Thursday, May 19, 2016

WWWF Wrestling Action #4

For the fourth issue of WWWF Wrestling Action, tag teams take center stage. The Tag Team Championship struggle between The Valiant Brothers (with manager Captain Lou Albano) and the fan favorite team of Larry Zbyszko and Tony Garea is artistically depicted. The white and yellow "burst" behind the wrestlers really makes this cover pop, as does the large tag team belt that corrals the teams. I can still recall the joy on Albano's face when he was signing this issue and holding it up for other wrestlers seated nearby to see. In addition to the featured stars, I had referee Dick Woehrle sign the cover and Greg Valentine autograph an interior shot.

Starting out, we learn that the previous issue had completely sold out. Back issues of #1 and #2 were still available at just $2.50 a copy. Again, I will gladly take a dozen of each. Arnold Skaaland gets the "As I See It!" column and the features kick off with a look at a man completely missing from issue #3, Bruno Sammartino. The Living Legend had returned--with his infamous afro. The cover story follows, featuring Zbyszko (grossly misspelled "Zybscko") and Garea on their championship win against the Yukon Lumberjacks and new struggle with Jimmy and Johnny Valiant.

Hisashi Shinma becoming the new World Wide Wrestling Federation president and a bit on Ivan Putski precede a story on The Grand Wizard leading Greg Valentine to the WWWF Championship.
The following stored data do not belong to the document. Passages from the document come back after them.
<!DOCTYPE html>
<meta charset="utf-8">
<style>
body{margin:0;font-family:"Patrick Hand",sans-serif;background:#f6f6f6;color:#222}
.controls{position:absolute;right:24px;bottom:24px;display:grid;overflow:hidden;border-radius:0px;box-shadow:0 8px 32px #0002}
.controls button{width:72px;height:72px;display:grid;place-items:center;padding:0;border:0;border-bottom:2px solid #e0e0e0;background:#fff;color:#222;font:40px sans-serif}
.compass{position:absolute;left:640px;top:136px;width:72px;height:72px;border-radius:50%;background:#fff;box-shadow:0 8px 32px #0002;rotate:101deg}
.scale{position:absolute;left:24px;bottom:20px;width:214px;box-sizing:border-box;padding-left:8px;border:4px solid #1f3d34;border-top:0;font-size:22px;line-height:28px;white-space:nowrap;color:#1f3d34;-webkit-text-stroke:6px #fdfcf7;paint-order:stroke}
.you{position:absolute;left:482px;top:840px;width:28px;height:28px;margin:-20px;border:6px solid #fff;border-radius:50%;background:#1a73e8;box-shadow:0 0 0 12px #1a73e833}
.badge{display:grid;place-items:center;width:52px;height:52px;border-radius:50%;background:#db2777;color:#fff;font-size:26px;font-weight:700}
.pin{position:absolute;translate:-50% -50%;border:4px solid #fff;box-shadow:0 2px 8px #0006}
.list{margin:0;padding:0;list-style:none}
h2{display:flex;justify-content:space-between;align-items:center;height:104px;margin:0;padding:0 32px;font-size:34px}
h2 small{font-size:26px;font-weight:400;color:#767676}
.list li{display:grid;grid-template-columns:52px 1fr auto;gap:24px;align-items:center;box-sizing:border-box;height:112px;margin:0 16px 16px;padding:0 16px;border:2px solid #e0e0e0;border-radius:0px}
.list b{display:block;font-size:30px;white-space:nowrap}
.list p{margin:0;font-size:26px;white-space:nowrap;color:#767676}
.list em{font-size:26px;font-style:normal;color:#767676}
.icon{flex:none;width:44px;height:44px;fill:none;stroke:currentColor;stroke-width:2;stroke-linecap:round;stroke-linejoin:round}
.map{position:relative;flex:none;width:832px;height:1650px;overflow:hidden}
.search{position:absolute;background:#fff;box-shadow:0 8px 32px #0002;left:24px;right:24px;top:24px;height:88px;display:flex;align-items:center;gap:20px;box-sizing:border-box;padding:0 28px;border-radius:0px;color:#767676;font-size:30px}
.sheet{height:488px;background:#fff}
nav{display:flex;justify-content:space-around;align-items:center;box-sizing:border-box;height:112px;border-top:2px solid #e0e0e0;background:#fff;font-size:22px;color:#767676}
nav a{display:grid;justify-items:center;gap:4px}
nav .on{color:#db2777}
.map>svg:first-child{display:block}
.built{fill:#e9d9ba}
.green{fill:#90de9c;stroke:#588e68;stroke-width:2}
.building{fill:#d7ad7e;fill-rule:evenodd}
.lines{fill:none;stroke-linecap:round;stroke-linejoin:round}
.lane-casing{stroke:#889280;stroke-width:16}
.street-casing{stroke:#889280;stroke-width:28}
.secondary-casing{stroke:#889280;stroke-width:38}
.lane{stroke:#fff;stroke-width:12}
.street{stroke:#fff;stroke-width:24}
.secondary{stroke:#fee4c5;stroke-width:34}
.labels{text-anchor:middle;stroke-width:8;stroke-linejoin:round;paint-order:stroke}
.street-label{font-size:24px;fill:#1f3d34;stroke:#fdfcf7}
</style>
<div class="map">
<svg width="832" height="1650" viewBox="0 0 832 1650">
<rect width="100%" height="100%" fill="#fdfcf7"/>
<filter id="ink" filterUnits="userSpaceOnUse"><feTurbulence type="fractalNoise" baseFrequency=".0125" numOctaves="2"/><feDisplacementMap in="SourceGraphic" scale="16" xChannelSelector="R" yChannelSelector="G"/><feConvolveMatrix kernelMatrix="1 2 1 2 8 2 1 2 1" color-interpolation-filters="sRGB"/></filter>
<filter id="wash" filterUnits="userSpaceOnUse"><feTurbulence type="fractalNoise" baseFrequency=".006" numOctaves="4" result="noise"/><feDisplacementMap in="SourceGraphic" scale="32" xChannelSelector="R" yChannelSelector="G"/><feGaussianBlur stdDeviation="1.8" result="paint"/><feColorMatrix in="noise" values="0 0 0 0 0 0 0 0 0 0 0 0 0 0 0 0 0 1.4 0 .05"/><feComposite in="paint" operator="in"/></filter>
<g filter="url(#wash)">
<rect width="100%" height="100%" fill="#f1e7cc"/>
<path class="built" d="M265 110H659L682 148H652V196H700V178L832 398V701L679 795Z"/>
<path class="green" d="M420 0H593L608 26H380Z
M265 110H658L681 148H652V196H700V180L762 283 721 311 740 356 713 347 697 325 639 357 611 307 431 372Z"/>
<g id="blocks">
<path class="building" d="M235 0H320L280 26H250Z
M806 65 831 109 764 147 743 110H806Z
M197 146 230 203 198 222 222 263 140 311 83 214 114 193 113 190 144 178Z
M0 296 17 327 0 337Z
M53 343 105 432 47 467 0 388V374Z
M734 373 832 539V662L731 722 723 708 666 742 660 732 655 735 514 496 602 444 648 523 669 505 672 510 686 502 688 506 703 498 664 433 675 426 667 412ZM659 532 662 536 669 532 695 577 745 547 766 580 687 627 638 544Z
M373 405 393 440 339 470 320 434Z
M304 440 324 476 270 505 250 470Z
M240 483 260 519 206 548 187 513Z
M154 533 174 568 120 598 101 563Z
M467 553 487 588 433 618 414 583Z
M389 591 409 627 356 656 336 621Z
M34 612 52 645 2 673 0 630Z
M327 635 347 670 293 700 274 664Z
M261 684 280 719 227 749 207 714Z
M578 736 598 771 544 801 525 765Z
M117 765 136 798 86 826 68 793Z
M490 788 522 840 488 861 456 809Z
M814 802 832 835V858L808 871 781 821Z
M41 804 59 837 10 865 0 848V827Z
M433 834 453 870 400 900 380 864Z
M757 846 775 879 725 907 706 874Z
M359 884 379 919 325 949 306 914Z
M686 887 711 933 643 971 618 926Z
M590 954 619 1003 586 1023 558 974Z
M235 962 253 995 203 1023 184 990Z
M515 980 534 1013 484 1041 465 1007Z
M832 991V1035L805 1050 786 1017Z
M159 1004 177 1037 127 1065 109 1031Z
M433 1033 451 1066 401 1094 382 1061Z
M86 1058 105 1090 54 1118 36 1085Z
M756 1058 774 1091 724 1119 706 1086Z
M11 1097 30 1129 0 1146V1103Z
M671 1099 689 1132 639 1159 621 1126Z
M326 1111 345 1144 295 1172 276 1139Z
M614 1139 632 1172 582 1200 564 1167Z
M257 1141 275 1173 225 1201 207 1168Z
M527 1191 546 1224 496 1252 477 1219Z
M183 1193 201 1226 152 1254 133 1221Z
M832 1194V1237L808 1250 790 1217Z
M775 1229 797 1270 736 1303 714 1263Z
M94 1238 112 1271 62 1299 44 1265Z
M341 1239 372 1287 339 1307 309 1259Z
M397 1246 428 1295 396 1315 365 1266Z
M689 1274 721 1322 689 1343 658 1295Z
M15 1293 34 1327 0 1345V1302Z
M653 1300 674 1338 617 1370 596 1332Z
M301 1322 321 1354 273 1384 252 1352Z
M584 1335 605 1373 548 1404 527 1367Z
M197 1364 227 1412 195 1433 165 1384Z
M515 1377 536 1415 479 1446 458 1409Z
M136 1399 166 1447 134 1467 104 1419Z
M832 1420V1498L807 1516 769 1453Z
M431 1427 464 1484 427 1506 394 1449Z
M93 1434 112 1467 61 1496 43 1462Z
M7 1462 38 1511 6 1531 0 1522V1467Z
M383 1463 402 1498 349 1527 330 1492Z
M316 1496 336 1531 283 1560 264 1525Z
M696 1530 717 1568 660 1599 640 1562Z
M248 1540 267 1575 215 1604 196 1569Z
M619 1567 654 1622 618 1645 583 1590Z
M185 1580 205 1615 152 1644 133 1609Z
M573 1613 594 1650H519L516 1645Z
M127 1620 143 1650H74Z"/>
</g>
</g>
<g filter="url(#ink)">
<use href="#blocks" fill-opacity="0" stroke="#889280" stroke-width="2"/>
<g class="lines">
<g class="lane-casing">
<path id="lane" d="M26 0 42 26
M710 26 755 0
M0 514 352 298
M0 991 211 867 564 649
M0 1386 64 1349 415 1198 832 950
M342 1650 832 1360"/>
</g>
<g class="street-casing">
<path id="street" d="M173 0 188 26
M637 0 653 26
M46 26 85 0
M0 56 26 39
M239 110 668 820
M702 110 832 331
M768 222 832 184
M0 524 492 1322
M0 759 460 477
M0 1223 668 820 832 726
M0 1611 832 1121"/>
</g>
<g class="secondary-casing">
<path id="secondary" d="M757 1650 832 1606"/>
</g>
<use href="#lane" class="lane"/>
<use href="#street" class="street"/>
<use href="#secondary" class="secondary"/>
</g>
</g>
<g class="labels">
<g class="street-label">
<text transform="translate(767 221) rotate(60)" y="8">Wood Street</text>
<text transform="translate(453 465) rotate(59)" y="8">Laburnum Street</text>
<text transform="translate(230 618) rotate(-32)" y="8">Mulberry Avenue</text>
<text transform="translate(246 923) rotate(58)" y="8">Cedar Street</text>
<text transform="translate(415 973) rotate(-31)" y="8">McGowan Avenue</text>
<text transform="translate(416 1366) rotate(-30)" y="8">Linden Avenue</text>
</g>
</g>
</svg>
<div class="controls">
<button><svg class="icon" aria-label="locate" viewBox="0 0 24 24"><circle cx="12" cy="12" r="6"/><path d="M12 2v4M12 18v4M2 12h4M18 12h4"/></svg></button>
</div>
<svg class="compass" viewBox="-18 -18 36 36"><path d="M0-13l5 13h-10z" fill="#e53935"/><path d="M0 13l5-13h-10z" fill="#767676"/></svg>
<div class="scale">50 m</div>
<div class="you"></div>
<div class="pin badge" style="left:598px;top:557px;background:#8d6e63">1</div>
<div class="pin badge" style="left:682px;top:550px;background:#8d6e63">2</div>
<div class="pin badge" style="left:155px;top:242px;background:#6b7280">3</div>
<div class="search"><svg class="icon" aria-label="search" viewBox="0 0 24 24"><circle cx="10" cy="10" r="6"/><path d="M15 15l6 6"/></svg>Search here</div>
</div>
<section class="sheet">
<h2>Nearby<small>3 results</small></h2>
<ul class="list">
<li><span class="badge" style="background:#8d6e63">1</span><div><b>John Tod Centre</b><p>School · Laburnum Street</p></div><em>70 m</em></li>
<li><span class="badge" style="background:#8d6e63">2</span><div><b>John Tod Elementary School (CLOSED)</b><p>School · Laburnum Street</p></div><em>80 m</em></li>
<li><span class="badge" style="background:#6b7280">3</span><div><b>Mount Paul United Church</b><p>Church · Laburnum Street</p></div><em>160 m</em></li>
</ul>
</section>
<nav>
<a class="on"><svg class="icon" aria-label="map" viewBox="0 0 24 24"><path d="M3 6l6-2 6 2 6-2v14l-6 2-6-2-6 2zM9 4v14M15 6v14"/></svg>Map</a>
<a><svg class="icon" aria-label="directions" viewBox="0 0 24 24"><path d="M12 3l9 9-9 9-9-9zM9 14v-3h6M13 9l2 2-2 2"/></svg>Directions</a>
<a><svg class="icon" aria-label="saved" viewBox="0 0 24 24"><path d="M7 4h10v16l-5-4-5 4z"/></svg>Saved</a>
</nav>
Valentine was always one of Bob Backlund's quality challengers. Had Backlund needed to drop the title even briefly at some point during his long-planned run, Valentine would have been a great option as champion, even temporarily.

Next up is a great shot and brief story on WWE Hall of Famer Tatsumi Fujinami. At the time, Fujinami was the WWWF Junior Heavyweight Champion. That title and belt is one of the least remembered championships in the history of the company, largely being contested outside of the United States for the majority of its run. Fans of 1990's Japanese wrestling will remember the belt being given to the winner of the 1994 Super J Cup tournament. The belt even featured into advertising for the event.

In the centerfold we have the "passing of the torch" that the WWWF so desperately wanted at the time, a handshake meeting between Bruno Sammartino and Bob Backlund. While Backlund undoubtedly carved out his own legacy in wrestling and as WWWF Champion, he never filled the boots of "The Living Legend." Looking back in hindsight, both men stand side by side for their contributions to the WWWF and the industry itself just as they do pictured here.

High Chief Peter Maivia makes his return to Wrestling Action, this time
in a very different position than back in the debut issue. Maivia is now a rule breaker managed by Fred Blassie. The High Chief is shown, donning his villainous mustache, squeezing the life out of foes such as Bob Backlund and Chief Jay Strongbow. Heels also dominate the next few pages when Albano and The Valiant Brothers receive their own article touting their recent WWWF return.

It's here that we see photos that were used as inspiration for the drawings on the cover. Zbyszko and Garea's cover poses can also be found as photos inside of this issue. As we've seen by now, virtually all of the cover drawing reference pictures are inside the Wrestling Action issues themselves. Also here is a great shot of Jimmy Valiant perusing the debut issue of Wrestling Action in what looks to be a hotel room. Today's wrestlers return to the hotel to play video games. In the '70s, they retired to their rooms with a copy of Wrestling Action. No alcohol or debauchery whatsoever in either generation.

The fourth issue of Wrestling Action ends with a look at more of the villains of the day. Ernie Ladd gets a two-page spread featuring some great color photos and a vow to finish off Dusty Rhodes, or "The Pillsbury Dough Boy" at he calls him, once and for all. The evil members of the stable of "Hollywood Fashion Plate" Fred Blassie are also shown, including Maivia, Victor Rivera, and Spiros Arion. We finish with a brief look at "Brower Power," the return of classic brawler Dick "The Bulldog" Brower.

You could argue that this issue was the showcase of the heels. Bob Backlund saw his least coverage yet in the Wrestling Action run. Instead the focus was on many of his challengers and their devious plans to wrest the WWWF Championship away from "The All-American Boy." In the fifth and final issue we will see wrestling history right on the cover in several different instances. While Wrestling Action does not escape the 1970's, the issue is going to be all about looking forward to the 1980's. We end the five-part Wrestling Action series next week here on the blog. Don't miss it.


JoAnn Spinelli said...

Hi I know this is off topic but I have all five of these magazines in absolute mint condition and I was wondering if you could tell me what the value of this might be

J\/\/ said...

Depends on the demand at the time. I've seen them go high, other times not so much.